/---
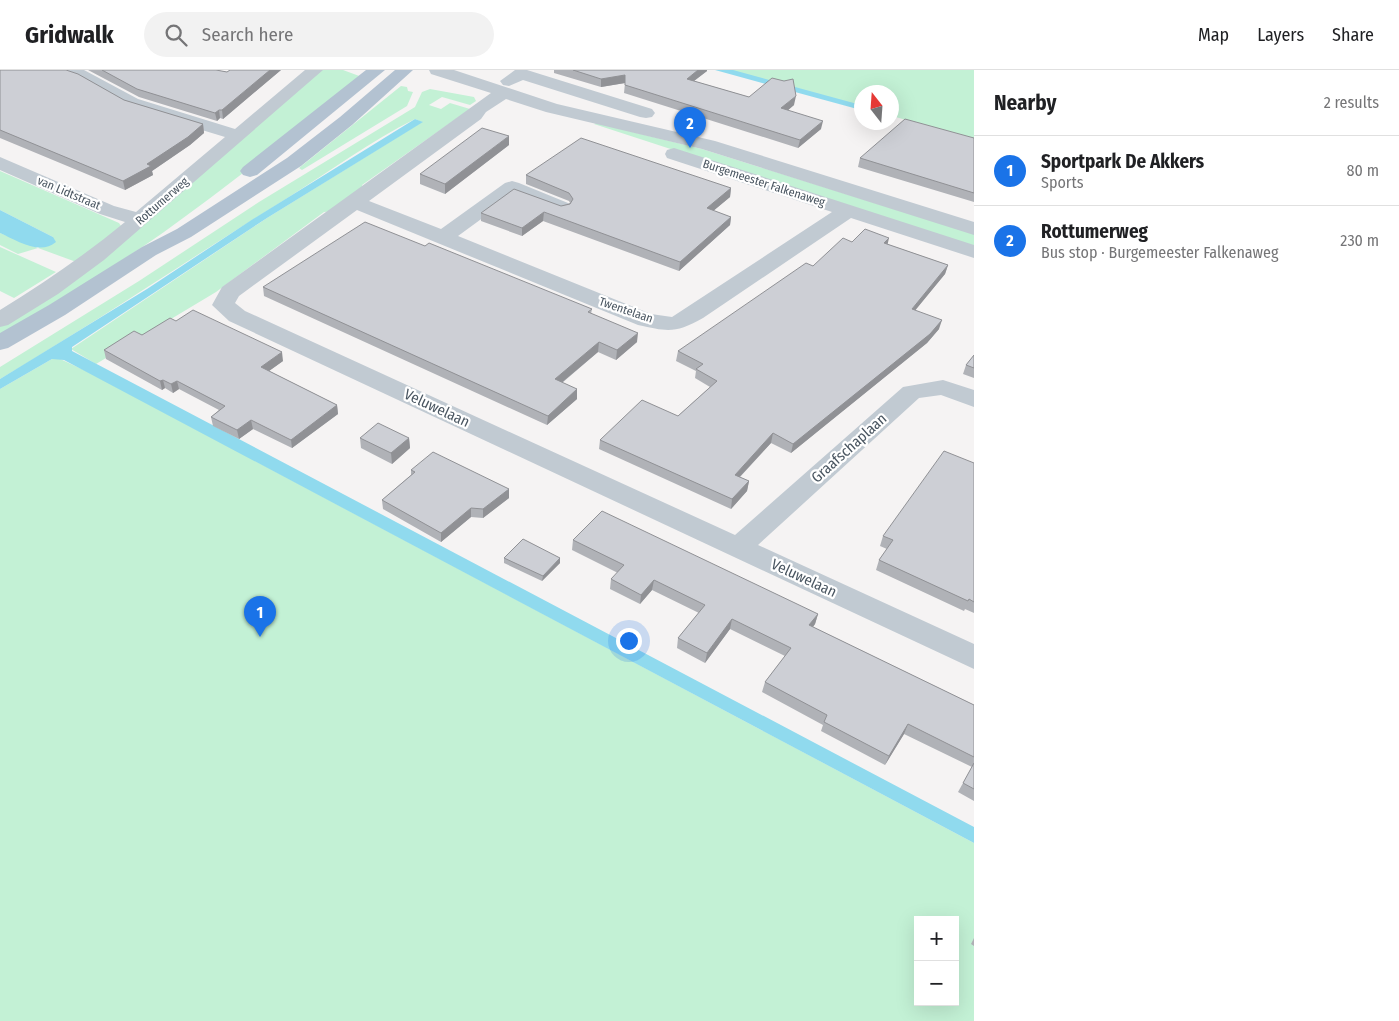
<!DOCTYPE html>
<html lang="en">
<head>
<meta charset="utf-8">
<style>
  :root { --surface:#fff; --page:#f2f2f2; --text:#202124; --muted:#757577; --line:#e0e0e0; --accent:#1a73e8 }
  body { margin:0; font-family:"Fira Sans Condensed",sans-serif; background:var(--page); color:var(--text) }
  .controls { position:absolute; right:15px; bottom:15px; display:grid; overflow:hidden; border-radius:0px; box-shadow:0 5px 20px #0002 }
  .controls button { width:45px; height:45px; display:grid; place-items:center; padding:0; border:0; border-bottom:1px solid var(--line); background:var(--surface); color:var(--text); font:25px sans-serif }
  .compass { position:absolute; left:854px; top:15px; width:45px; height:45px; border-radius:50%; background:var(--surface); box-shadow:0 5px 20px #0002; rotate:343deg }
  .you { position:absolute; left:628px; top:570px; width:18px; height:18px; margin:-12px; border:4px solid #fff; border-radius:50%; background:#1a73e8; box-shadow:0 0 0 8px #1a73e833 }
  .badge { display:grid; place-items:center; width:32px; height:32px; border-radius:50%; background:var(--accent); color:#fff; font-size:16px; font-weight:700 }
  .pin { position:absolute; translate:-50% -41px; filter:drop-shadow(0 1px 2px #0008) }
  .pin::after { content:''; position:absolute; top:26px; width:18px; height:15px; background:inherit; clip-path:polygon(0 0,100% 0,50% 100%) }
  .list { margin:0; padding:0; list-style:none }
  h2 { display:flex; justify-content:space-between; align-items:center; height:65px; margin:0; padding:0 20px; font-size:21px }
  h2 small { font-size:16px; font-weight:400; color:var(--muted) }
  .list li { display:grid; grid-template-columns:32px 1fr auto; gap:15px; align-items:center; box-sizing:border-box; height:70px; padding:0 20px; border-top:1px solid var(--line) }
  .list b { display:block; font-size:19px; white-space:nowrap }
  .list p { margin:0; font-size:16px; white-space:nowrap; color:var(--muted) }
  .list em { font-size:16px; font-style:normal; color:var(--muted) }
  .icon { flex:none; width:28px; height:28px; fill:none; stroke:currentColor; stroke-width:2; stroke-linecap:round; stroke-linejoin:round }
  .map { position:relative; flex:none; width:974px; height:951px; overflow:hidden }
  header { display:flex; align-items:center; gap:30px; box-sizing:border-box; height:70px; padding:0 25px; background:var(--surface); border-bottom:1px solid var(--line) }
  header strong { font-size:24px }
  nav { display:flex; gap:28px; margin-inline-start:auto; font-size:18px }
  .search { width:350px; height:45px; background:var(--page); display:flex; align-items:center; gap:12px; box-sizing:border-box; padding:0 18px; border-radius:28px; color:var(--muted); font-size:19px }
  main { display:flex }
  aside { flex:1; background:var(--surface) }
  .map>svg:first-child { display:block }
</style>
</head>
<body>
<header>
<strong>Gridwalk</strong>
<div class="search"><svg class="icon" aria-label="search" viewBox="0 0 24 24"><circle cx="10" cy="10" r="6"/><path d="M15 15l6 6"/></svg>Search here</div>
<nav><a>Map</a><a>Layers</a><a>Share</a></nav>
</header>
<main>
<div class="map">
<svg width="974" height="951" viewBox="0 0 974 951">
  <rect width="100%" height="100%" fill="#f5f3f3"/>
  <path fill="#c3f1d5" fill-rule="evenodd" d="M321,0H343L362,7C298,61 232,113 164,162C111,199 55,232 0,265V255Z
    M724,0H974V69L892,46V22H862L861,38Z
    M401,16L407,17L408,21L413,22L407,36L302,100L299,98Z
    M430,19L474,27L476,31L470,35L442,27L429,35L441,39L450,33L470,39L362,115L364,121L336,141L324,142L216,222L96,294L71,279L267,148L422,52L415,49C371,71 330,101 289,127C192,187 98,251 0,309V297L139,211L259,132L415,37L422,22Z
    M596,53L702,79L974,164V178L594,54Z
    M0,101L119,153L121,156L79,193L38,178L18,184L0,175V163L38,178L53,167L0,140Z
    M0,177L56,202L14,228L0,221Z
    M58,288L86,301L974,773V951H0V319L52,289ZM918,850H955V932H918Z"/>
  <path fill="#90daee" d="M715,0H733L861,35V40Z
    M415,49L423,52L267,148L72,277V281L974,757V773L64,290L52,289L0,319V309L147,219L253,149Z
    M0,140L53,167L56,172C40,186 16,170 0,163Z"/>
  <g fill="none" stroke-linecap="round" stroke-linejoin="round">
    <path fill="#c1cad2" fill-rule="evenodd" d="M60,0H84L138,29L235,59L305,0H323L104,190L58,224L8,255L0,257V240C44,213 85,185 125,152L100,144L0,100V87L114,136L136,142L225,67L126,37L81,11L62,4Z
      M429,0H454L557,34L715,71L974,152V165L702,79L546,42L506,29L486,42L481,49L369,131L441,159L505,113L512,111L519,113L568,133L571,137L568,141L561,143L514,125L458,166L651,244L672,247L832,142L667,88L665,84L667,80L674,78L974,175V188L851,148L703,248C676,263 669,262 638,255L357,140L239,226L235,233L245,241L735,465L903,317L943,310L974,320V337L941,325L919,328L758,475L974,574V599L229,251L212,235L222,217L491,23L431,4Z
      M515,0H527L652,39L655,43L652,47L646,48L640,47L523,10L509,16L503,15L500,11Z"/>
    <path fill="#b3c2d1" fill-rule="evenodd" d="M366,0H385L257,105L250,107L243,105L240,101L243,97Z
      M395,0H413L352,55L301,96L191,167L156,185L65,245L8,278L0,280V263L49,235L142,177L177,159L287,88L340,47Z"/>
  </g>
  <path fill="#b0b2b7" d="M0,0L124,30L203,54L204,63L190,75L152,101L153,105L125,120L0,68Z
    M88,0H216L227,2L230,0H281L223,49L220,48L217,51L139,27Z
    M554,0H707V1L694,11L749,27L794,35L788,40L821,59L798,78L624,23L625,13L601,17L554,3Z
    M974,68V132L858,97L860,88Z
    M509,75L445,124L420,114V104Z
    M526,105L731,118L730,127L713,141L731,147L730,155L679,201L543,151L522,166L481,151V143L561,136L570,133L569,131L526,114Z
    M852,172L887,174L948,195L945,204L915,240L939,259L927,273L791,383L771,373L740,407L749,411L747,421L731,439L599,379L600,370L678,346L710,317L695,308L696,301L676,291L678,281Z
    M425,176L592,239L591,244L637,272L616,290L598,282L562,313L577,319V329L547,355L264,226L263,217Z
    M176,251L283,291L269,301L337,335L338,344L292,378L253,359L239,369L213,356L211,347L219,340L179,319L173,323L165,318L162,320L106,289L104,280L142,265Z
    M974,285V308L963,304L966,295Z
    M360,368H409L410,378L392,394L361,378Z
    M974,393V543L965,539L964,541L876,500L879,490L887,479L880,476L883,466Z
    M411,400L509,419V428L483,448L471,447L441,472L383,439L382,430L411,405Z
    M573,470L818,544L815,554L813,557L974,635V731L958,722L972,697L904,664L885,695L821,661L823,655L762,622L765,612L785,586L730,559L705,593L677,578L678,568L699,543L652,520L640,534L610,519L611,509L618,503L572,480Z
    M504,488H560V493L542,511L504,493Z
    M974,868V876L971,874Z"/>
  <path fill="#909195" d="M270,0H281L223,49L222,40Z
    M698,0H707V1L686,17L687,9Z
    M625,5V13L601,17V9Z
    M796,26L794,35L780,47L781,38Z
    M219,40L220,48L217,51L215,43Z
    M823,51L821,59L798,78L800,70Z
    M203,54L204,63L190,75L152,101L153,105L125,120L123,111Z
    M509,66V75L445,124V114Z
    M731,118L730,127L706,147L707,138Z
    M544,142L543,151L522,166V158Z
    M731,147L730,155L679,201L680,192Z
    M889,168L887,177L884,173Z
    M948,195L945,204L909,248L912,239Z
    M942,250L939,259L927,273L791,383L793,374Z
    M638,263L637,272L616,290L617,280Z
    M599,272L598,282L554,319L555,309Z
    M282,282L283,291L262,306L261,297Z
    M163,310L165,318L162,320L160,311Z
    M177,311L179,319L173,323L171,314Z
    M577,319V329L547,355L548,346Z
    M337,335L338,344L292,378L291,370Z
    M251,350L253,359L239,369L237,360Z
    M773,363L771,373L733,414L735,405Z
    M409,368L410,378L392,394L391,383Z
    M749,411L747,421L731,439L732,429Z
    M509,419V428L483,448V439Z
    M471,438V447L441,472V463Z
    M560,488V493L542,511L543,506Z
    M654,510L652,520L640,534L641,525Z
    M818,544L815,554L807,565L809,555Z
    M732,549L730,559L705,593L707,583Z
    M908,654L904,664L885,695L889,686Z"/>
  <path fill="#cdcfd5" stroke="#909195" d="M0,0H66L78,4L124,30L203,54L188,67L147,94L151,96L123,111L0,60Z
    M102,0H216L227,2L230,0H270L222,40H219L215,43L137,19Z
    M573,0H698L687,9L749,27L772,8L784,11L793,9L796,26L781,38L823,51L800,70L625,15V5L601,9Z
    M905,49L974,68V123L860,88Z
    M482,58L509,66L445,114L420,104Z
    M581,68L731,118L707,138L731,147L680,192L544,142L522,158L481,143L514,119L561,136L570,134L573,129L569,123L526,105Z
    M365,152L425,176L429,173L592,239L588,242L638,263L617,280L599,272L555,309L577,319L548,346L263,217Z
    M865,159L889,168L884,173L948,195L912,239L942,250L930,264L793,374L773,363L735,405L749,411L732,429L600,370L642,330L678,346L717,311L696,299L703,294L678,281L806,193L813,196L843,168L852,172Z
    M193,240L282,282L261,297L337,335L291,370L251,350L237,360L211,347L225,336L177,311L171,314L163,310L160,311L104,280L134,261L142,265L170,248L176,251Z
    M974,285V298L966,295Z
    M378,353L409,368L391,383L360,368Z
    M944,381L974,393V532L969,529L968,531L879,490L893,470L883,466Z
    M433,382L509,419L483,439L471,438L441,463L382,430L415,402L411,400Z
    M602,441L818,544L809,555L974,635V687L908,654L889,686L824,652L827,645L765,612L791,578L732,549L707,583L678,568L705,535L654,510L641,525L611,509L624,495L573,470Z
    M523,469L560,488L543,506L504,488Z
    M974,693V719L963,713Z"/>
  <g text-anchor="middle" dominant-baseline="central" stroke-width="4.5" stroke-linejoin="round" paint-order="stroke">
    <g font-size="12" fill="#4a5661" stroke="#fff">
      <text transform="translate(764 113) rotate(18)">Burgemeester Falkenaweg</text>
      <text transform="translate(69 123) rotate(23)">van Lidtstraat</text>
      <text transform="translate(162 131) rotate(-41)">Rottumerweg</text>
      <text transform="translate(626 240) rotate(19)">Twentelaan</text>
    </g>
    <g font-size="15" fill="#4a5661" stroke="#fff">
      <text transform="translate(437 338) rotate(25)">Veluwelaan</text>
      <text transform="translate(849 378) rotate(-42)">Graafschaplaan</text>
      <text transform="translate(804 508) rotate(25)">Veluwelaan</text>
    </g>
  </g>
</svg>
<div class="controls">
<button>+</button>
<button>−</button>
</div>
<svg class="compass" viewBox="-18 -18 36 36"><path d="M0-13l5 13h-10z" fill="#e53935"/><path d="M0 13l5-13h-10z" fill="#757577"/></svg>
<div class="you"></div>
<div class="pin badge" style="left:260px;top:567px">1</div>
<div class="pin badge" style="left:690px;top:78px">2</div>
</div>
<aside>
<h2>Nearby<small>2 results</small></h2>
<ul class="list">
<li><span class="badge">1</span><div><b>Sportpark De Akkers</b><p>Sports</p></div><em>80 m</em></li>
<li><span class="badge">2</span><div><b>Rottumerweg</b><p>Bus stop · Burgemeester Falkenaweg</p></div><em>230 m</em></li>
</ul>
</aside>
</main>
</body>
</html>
\---
- Task item
Only the lines from the first line of the data above through the line with "width:45px; height:45px; display:grid;" should appear in the answer, retyped exactly, with every picture left out.

- Exercise output
<!DOCTYPE html>
<html lang="en">
<head>
<meta charset="utf-8">
<style>
  :root { --surface:#fff; --page:#f2f2f2; --text:#202124; --muted:#757577; --line:#e0e0e0; --accent:#1a73e8 }
  body { margin:0; font-family:"Fira Sans Condensed",sans-serif; background:var(--page); color:var(--text) }
  .controls { position:absolute; right:15px; bottom:15px; display:grid; overflow:hidden; border-radius:0px; box-shadow:0 5px 20px #0002 }
  .controls button { width:45px; height:45px; display:grid; place-items:center; padding:0; border:0; border-bottom:1px solid var(--line); background:var(--surface); color:var(--text); font:25px sans-serif }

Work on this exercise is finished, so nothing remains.